Scan the data below for the string "radius". Copy every line where it appears.

(Data shown Opens)

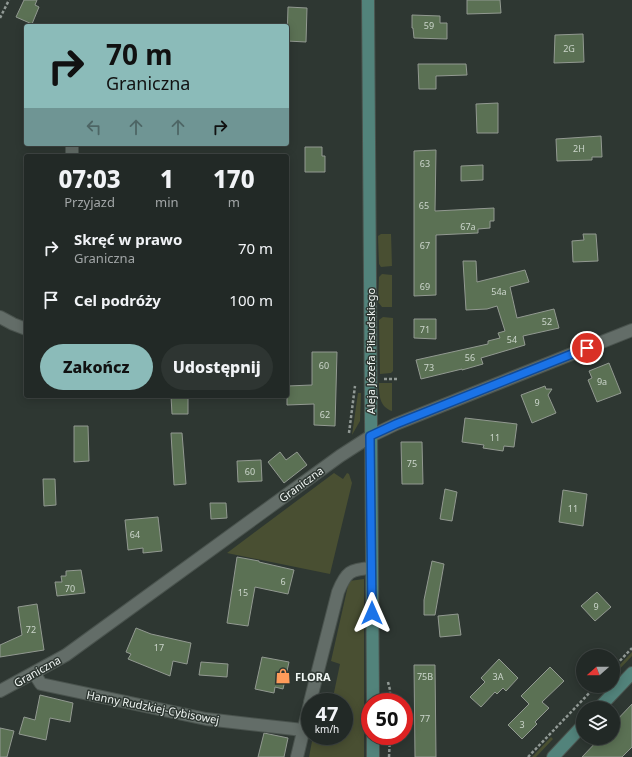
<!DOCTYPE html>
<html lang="pl">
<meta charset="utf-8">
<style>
:root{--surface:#222926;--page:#2e3532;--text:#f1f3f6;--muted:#a2a6a7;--line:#3f4543;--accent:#8bbbb9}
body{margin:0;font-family:"Noto Sans",sans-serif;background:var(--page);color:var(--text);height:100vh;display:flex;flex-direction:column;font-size:15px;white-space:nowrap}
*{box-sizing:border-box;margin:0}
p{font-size:13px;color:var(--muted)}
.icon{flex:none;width:22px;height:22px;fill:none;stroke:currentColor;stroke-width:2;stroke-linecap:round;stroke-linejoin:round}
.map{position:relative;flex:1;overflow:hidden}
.side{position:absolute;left:24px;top:154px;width:265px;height:244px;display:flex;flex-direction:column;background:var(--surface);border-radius:4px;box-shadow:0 2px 10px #0003,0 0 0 1px var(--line)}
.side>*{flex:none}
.hud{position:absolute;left:24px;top:24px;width:265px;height:122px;border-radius:4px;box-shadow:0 2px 10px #0003,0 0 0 1px var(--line);background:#8bbbb9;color:#111;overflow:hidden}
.needle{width:26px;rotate:249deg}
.buttons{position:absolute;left:576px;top:649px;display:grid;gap:8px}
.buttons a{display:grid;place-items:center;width:44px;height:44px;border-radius:50%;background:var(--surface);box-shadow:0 2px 10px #0003,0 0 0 1px var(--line);font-size:20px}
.speed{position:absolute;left:301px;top:693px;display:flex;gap:8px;font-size:20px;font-weight:700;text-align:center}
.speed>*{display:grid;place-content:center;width:52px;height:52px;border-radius:50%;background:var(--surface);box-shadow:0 2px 10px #0003,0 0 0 1px var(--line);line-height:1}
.speed small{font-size:10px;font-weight:400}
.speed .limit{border:6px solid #d22;background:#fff;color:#111}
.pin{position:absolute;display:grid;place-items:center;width:34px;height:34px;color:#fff;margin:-17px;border:2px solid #fff;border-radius:50%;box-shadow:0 1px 4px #0007}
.me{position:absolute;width:44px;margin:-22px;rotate:0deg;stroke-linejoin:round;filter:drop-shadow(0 0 3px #0008)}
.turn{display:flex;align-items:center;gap:14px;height:84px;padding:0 16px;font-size:18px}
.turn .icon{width:52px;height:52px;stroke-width:2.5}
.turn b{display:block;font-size:28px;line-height:34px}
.lanes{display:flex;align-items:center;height:38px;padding:0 16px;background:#0003;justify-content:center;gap:20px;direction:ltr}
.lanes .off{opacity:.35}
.eta{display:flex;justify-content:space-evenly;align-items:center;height:68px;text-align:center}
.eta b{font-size:24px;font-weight:800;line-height:28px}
.action{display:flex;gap:8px;margin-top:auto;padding:8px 16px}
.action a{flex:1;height:46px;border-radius:24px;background:var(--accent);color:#111;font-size:16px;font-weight:800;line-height:46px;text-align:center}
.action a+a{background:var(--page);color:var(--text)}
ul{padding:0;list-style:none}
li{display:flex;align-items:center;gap:12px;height:52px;padding:0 16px}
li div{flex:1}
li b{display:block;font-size:15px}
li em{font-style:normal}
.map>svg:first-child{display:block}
.green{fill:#494f32}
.building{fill:#5b7154;stroke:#929991}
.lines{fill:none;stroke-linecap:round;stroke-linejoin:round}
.street-casing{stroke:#4a534e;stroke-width:14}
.secondary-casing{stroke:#4a534e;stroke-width:14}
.path{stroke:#919995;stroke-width:2.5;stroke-dasharray:3 2;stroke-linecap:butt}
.street{stroke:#636d68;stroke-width:12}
.secondary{stroke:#52837b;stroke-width:12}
.route-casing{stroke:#114b97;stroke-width:10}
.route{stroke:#1a73e8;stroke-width:7}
.labels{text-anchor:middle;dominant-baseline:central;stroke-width:3;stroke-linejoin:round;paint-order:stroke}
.number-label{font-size:9px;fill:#cbd5cb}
.street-label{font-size:11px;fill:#f0f6f3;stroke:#2e3732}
.poi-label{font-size:11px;font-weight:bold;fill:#f0f6f3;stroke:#2e3732;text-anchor:start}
</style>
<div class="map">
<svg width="632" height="757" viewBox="0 0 632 757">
<rect width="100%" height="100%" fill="#2e3732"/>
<!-- green -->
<g class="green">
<path d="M381,234H391L392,266L381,267L379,264L378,236Z"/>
<path d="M382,274L392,275V307H382L378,302L379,277Z"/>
<path d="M383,317L393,318V371L391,373L380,374L379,320Z"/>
<path d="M379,383H392V411C379,407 379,394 379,383Z"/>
<path d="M358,393H361L360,421L352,435Z"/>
<path d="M334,473L343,479L347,473L349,474L352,483L330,574L227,553Z"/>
<path d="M364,579V757H309L313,736H344V702H332L340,664L331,661L349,581Z"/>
<path d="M632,652V656L613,676V672Z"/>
<path d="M551,737L553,739L536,757H532Z"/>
</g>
<!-- building -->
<g class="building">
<path d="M24,0H37L35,5L39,7L32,24L16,17Z"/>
<path d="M467,0H500L501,13L467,14Z"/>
<path d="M288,7L307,8L306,42L287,41Z"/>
<path d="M412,15L440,16V23H447V39L414,38L413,28H412Z"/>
<path d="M583,34L584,62L554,63L555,35Z"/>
<path d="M418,64H466L467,75L436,76V89H419Z"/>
<path d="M498,103V133H477L476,104Z"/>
<path d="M601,136L602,157H592V160L557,161L556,139Z"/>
<path d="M305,147H322V156H325V172H305Z"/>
<path d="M436,150L435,211L494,208V221H490V228L478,229V233L436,235V295L414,296V151Z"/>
<path d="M483,165V180L461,181V166Z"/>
<path d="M583,234H596L598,261L573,262L572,241L584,240Z"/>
<path d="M463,261H476L477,282L525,270L529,282L510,287L517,318L554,309L559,328L523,336L525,345L481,358L483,364L462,370V369L421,379L416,360L488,344V341L500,338L498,333L505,331L497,306L487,309L466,310Z"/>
<path d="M414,319H436V339L414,338Z"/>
<path d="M312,352H337L335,426L314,425V404L287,405V386L312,385Z"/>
<path d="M609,363L621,393L597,402L588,380L592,378L589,371Z"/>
<path d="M545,386L546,389H552L548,395L556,413L532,423L521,395Z"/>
<path d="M171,396H188V414H172Z"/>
<path d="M465,418L517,424L514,447L504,446L503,451L483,448L484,445L462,442Z"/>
<path d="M74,426H88L89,461L74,462Z"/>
<path d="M171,433H182L186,484L174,485Z"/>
<path d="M401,442H422L423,484H402Z"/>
<path d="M280,452L286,460L297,452L307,465L284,483L268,462Z"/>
<path d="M261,460L262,481L238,482L237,461Z"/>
<path d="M43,479H55L56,505L44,506Z"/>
<path d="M445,489L457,492L452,521L440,519Z"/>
<path d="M563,490L587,494L583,526L559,522Z"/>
<path d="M210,503H226L227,518L211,519Z"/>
<path d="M158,517L162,551L143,553V548L128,550L125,520Z"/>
<path d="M237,557L259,561V562L294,570L288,594L255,587L248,626L227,623Z"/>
<path d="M432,561L444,564L435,615H424V600Z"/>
<path d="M81,570L85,593L57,596L55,582H62L61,576H66V571Z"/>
<path d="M597,592L611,607L595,621L581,606Z"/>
<path d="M37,604L44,650L0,657V645L22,635L18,607Z"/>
<path d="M458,614L461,635L440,637L438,616Z"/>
<path d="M136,628L151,634L191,643L187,664L173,661L170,676L128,659L131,654L126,652Z"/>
<path d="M262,657L289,662L283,689L275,687L274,693L255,689Z"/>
<path d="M499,659L518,678L506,691L503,688L497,694L495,692L481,707L470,697L485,682L481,678Z"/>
<path d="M201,662L228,664L227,677L199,675Z"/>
<path d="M414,665H435L436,757H415Z"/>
<path d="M550,667L564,681L542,702L549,708L535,722L537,724L522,739L508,725L529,704L521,696Z"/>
<path d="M40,695L73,703L70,722L50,718L46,740L19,734L24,717L35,720Z"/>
<path d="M632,704V747L622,757H582L600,738H613V724Z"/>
<path d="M0,728L14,731L7,757H0Z"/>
<path d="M264,733L288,738L284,757H258Z"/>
</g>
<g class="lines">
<!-- street casing -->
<g class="street-casing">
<g id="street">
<path d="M72,156V144"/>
<path d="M0,317L13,324L26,329"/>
<path d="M34,673L41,684L206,719L303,730"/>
<path d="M0,691L66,655L340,456L371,436L396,424L632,330"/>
<path d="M310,702L338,592C346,572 350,569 372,568"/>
<path d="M297,757L310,703"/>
</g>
</g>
<!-- secondary casing -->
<g class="secondary-casing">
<g id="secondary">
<path d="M368,0L373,702"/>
<path d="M599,708L632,673"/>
<path d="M373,736V757"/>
<path d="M553,757L583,725"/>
</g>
</g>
<!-- path -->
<g class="path">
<path d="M0,18L9,0"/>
<path d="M384,379H397"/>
<path d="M349,433L355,386"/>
<path d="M613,668L632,648"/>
<path d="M388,682L390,690V702"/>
<path d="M389,757L390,736"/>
<path d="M528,757L596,686"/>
</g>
<!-- street -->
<use href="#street" class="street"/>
<!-- secondary -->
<use href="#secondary" class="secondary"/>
</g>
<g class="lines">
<!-- route casing -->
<g class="route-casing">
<path id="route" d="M372,613L370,436L396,424L587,348"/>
</g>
<!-- route -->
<use href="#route" class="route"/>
</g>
<!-- icons -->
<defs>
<g id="shop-bare" transform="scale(1.2)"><path d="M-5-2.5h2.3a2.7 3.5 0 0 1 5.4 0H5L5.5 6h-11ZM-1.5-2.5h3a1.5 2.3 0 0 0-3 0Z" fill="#ff9b5a" stroke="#2e3732" stroke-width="2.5" paint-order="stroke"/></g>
</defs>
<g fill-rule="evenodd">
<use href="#shop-bare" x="283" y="676"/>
</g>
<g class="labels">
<!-- number labels -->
<g class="number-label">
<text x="429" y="25">59</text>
<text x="569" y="48">2G</text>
<text x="579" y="148">2H</text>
<text x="425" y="163">63</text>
<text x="424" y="205">65</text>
<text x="468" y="226">67a</text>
<text x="425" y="245">67</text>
<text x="425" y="286">69</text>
<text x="499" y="291">54a</text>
<text x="547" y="321">52</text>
<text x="425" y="329">71</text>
<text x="512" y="339">54</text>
<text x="470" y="357">56</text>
<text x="324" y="365">60</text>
<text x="429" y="367">73</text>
<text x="602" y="381">9a</text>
<text x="537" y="402">9</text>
<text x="325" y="414">62</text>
<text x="495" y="437">11</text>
<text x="412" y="463">75</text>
<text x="250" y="471">60</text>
<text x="573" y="508">11</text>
<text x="135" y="534">64</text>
<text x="283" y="581">6</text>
<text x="70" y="588">70</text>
<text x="243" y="592">15</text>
<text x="596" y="606">9</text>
<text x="31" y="629">72</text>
<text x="159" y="647">17</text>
<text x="425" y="676">75B</text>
<text x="498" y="676">3A</text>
<text x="425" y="718">77</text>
<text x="522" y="724">3</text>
</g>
<!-- street labels -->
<g class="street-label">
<text transform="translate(370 351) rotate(-90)">Aleja Józefa Piłsudskiego</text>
<text transform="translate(301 484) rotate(-36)">Graniczna</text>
<text transform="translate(37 671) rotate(-29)">Graniczna</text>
<text transform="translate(153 707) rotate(11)">Hanny Rudzkiej-Cybisowej</text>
</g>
<!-- poi labels -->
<g class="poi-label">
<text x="295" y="676">FLORA</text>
</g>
</g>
</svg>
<div class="buttons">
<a><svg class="needle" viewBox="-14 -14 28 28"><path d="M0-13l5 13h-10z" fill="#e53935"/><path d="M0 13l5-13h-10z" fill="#a2a6a7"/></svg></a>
<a><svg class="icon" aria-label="layers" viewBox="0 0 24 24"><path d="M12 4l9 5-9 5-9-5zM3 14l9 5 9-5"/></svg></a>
</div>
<div class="speed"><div>47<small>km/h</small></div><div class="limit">50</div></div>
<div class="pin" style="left:587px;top:348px;background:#d93025"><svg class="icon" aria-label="arrive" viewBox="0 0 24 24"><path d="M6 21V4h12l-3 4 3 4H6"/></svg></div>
<svg class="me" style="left:372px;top:613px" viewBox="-20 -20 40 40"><path d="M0-17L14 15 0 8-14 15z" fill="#1a73e8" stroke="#fff" stroke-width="4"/></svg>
<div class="hud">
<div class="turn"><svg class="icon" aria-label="right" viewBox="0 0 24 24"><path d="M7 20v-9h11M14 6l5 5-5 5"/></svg><div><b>70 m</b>Graniczna</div></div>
<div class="lanes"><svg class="icon off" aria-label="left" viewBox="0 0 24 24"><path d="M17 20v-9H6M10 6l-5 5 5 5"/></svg><svg class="icon off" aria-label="ahead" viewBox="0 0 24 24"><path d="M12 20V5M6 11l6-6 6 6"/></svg><svg class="icon off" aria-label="ahead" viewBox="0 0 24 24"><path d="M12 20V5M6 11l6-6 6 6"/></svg><svg class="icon" aria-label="right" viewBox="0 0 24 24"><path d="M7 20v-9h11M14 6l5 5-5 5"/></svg></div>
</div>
<section class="side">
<div class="eta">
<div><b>07:03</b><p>Przyjazd</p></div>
<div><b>1</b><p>min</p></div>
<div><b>170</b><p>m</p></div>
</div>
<ul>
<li><svg class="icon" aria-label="right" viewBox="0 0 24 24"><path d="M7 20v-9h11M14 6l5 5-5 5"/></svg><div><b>Skręć w prawo</b><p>Graniczna</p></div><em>70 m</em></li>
<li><svg class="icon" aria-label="arrive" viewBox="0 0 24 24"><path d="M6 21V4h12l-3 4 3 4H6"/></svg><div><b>Cel podróży</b></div><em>100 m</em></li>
</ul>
<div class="action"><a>Zakończ</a><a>Udostępnij</a></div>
</section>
</div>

(Data shown Closes)

* Result below:
.side{position:absolute;left:24px;top:154px;width:265px;height:244px;display:flex;flex-direction:column;background:var(--surface);border-radius:4px;box-shadow:0 2px 10px #0003,0 0 0 1px var(--line)}
.hud{position:absolute;left:24px;top:24px;width:265px;height:122px;border-radius:4px;box-shadow:0 2px 10px #0003,0 0 0 1px var(--line);background:#8bbbb9;color:#111;overflow:hidden}
.buttons a{display:grid;place-items:center;width:44px;height:44px;border-radius:50%;background:var(--surface);box-shadow:0 2px 10px #0003,0 0 0 1px var(--line);font-size:20px}
.speed>*{display:grid;place-content:center;width:52px;height:52px;border-radius:50%;background:var(--surface);box-shadow:0 2px 10px #0003,0 0 0 1px var(--line);line-height:1}
.pin{position:absolute;display:grid;place-items:center;width:34px;height:34px;color:#fff;margin:-17px;border:2px solid #fff;border-radius:50%;box-shadow:0 1px 4px #0007}
.action a{flex:1;height:46px;border-radius:24px;background:var(--accent);color:#111;font-size:16px;font-weight:800;line-height:46px;text-align:center}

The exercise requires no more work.